地域のイベントと年一度の舞台が、生徒を育てるサイクル
このスクールの生徒たちには、年間を通じて「本番」が用意されている。年に一度の大きな発表会を中心に、地域のイベントでの出演機会も不定期に設けられており、舞台を経験する場が繰り返し巡ってくる。本番前後での生徒の変化は保護者にも見えやすく、「あの発表会から別人みたいになった」という声は取材中に何度か耳にした。舞台という非日常の場が、日常のレッスンに意味と方向性を与えている。
ブログには発表会の記録やレッスン風景の写真が継続的に投稿されており、スクールの歩みを外から追うことができる。入会前の段階でこれだけの情報を公開しているスクールは、地域の中でも珍しい存在だ。見学・体験の受け入れも常に行っており、「まずは見るだけ」という状態からでもスクールに触れられる入り口が広く開かれている。
未経験者を迎え続けてきた、指導の積み重ね
入会者の大半がダンス未経験というのは、指導体制への信頼がなければ成り立たない数字だ。経験豊富なインストラクターが基礎から段階的に指導し、ストレッチや身体的なアドバイスも組み込んだレッスンで、初心者でも安心して動き出せる環境が作られている。3歳から受け入れているという実績が、その指導力の証明として機能している面もある。

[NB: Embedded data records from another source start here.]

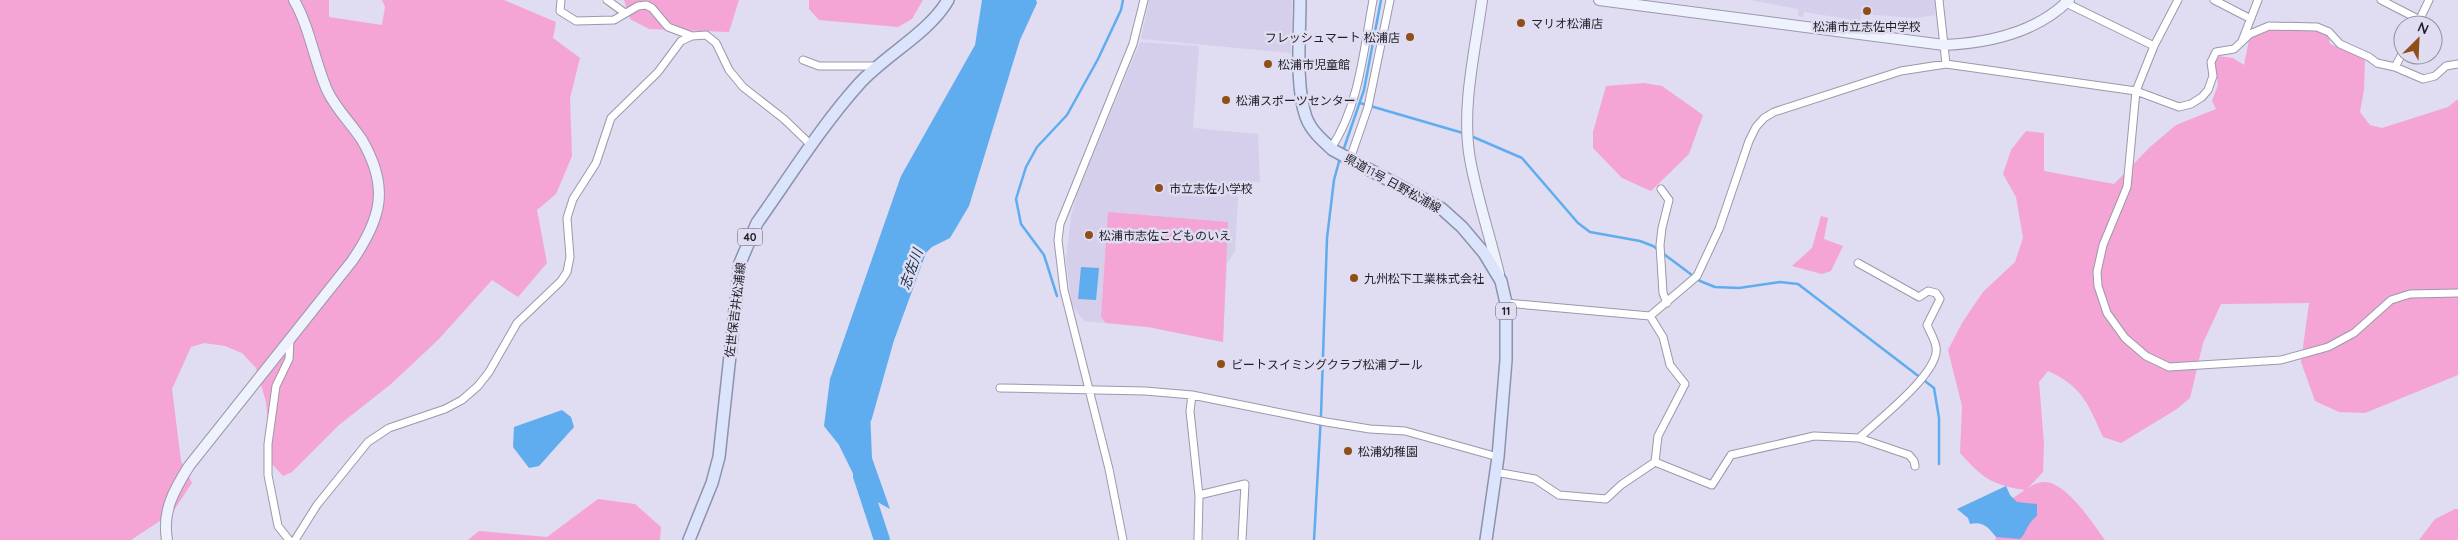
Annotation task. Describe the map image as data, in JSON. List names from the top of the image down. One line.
{"streets":{"main road":["県道11号 日野松浦線","40","佐世保吉井松浦線","11"]},"water":["志佐川"],"places":["松浦市立志佐中学校","マリオ松浦店","フレッシュマート 松浦店","松浦市児童館","松浦スポーツセンター","市立志佐小学校","松浦市志佐こどものいえ","九州松下工業株式会社","ビートスイミングクラブ松浦プール","松浦幼稚園"],"north":"top right"}
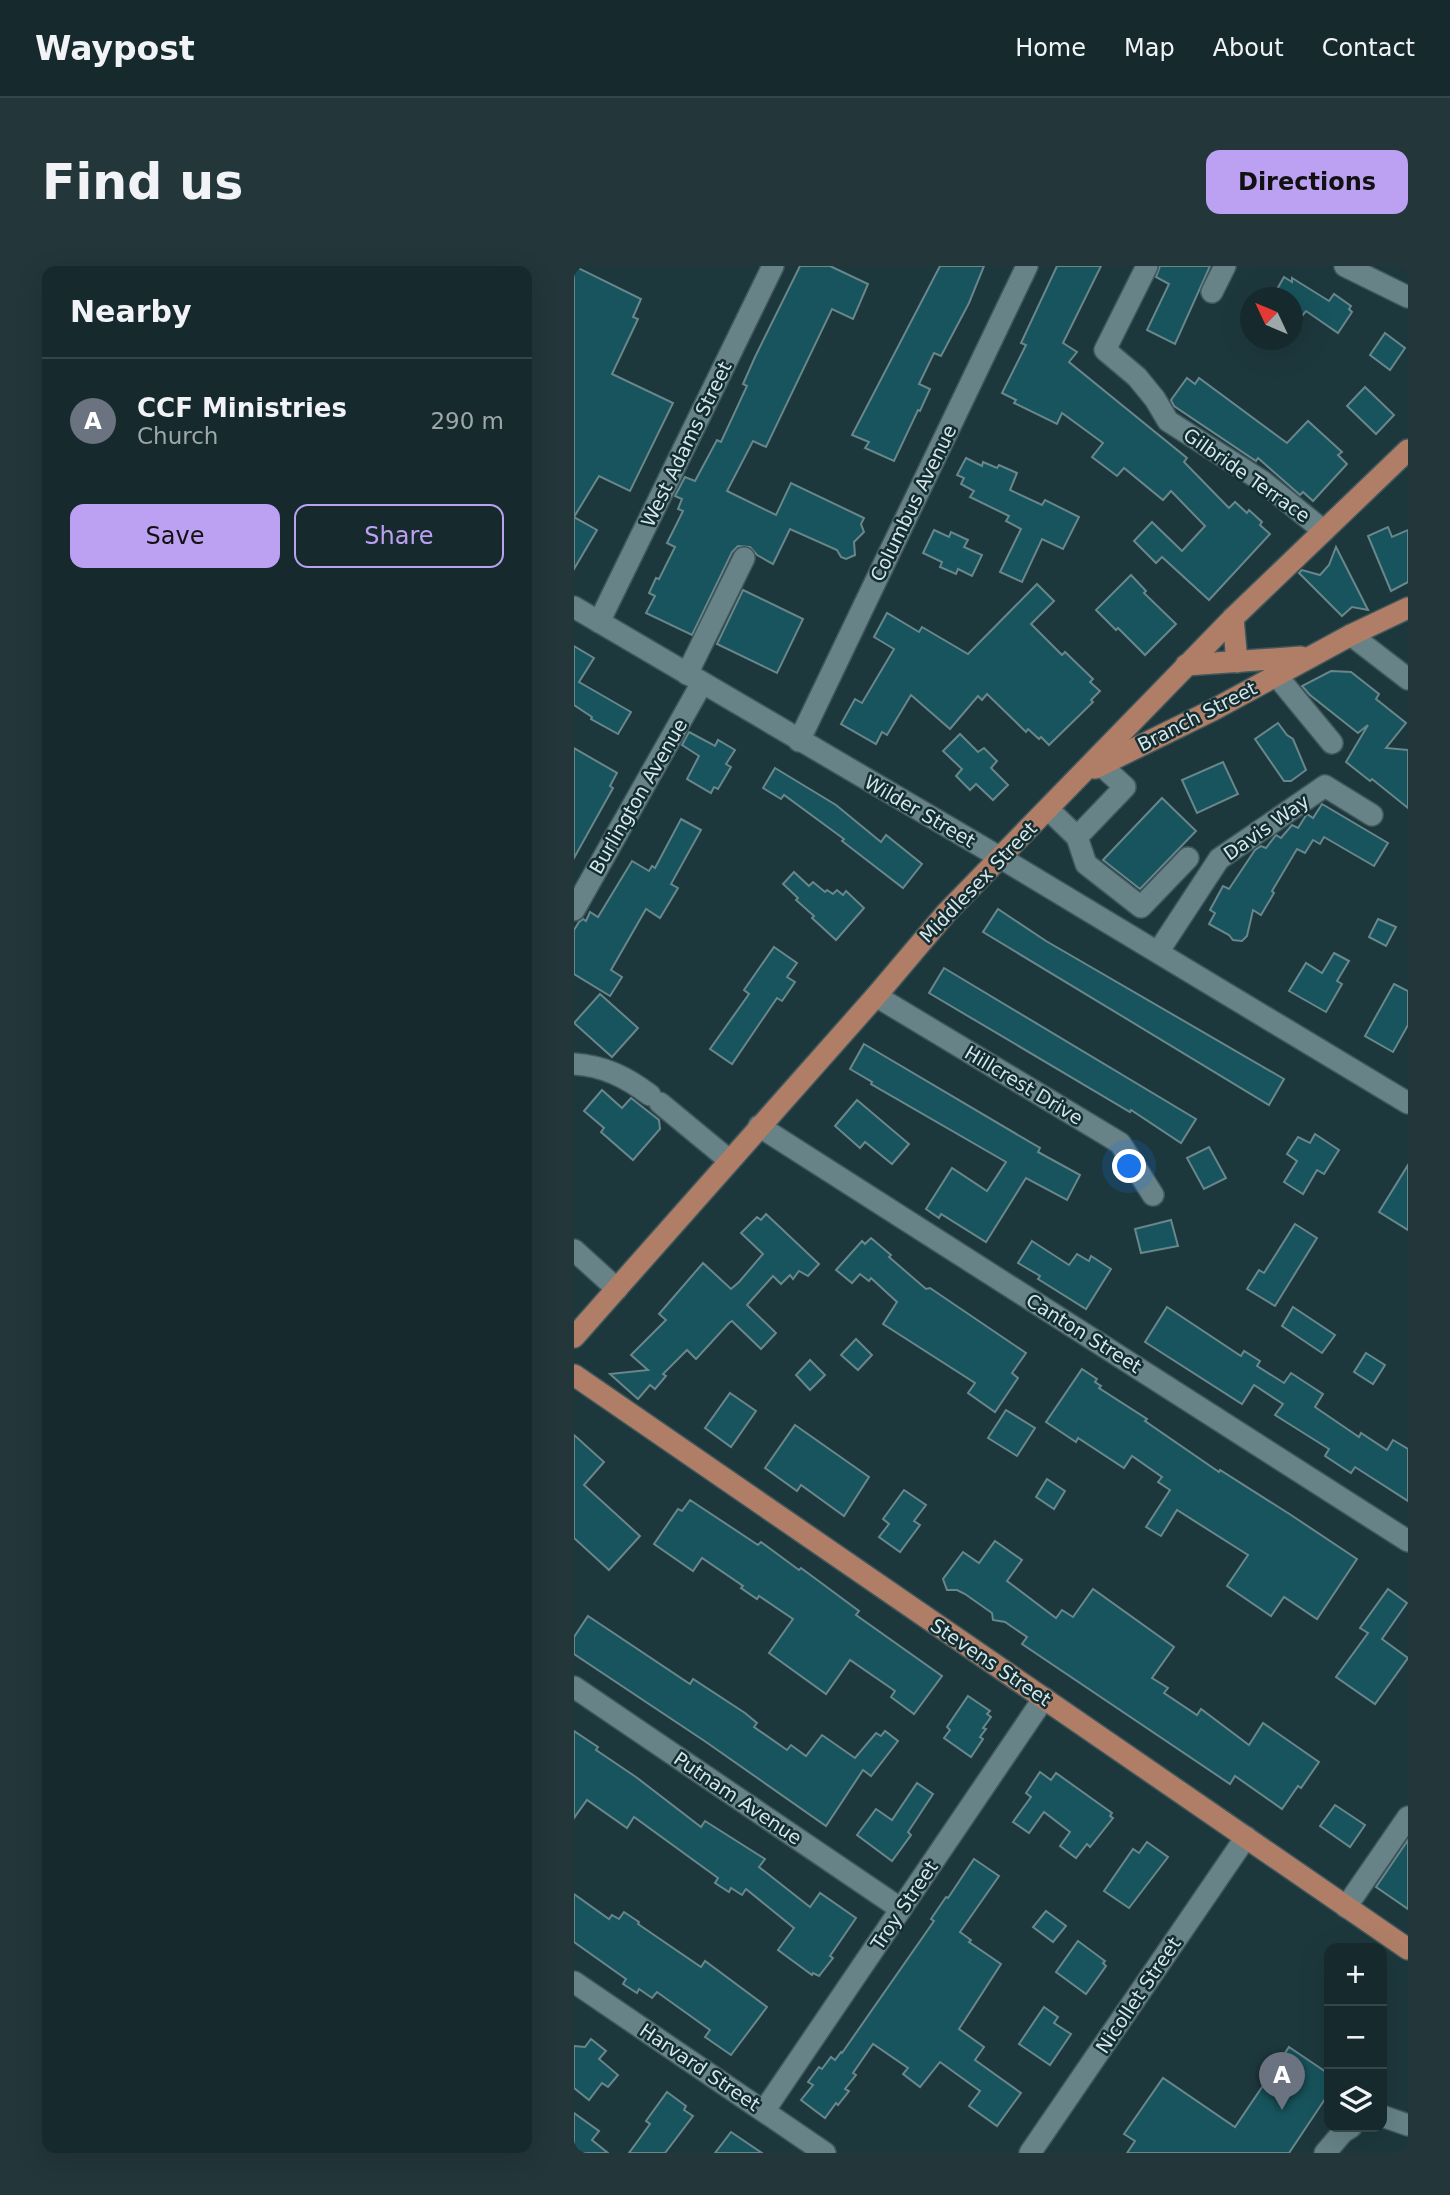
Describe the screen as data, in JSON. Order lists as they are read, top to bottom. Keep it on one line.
{"streets":{"main road":["Branch Street","Middlesex Street","Stevens Street"],"street":["West Adams Street","Gilbride Terrace","Columbus Avenue","Burlington Avenue","Wilder Street","Davis Way","Hillcrest Drive","Canton Street","Putnam Avenue","Troy Street","Nicollet Street","Harvard Street"]},"crossings":[["West Adams Street","Wilder Street"],["Gilbride Terrace","Middlesex Street"],["Columbus Avenue","Wilder Street"],["Branch Street","Middlesex Street"],["Burlington Avenue","Wilder Street"],["Wilder Street","Davis Way"],["Wilder Street","Middlesex Street"],["Middlesex Street","Hillcrest Drive"],["Middlesex Street","Canton Street"],["Stevens Street","Troy Street"],["Stevens Street","Nicollet Street"],["Putnam Avenue","Troy Street"],["Troy Street","Harvard Street"]],"north":"top left","page":{"header":"Waypost","nav":["Home","Map","About","Contact"],"buttons":["Directions",["Save","Share"]],"title":"Find us","heading":"Nearby","list":[{"mark":"A","name":"CCF Ministries","note":"Church","value":"290 m"}],"map_buttons":["+","−"],"pins":"A"}}
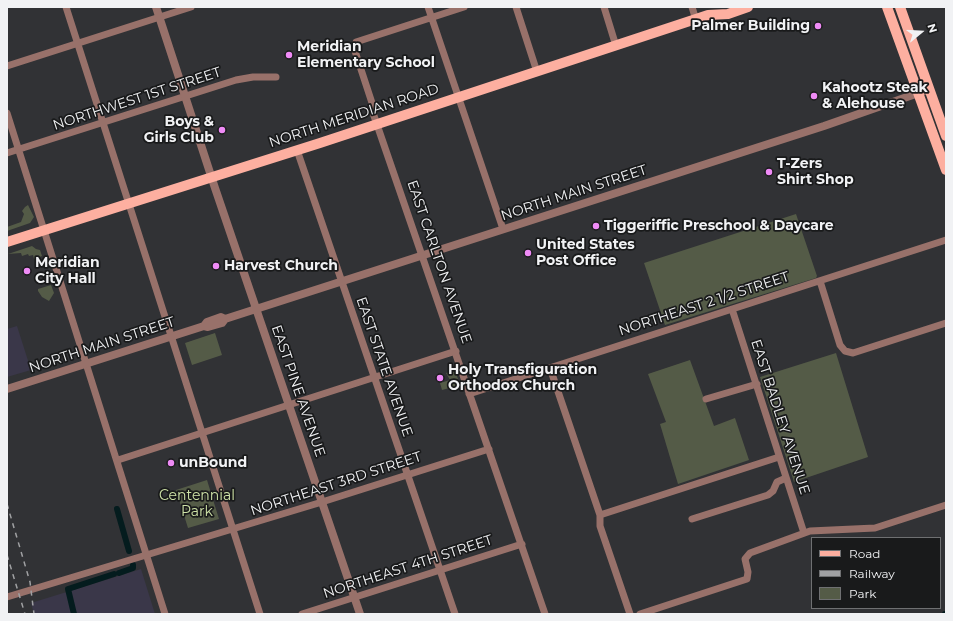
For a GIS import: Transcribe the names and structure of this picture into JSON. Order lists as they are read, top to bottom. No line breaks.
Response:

「自信がなくて入会したけど、今では発表会が楽しみになっている」という生徒の変化を保護者が語る声は、このスクールへの取材で繰り返し登場した言葉だ。短期間で劇的に変わるというより、じっくり続けた先に気づけば変わっている、というタイプの成長の話が多い。見学・体験はいつでも歓迎しており、まず動いてみることをスクール全体が後押ししている。
JAZZからHIPHOP、ジャンルの幅がもたらす自由
JAZZダンスやHIPHOPをはじめとする複数のジャンルにまたがるレッスンは、このスクールの大きな特徴だ。一つのジャンルに絞らず複数のスタイルを経験できることは、ダンスへの関心を広げる入り口として機能している。初めて習う子どもたちが、異なるリズムや動きに身体を慣らしながら「自分に合うもの」を見つけていく過程が、教室の中で自然と生まれている。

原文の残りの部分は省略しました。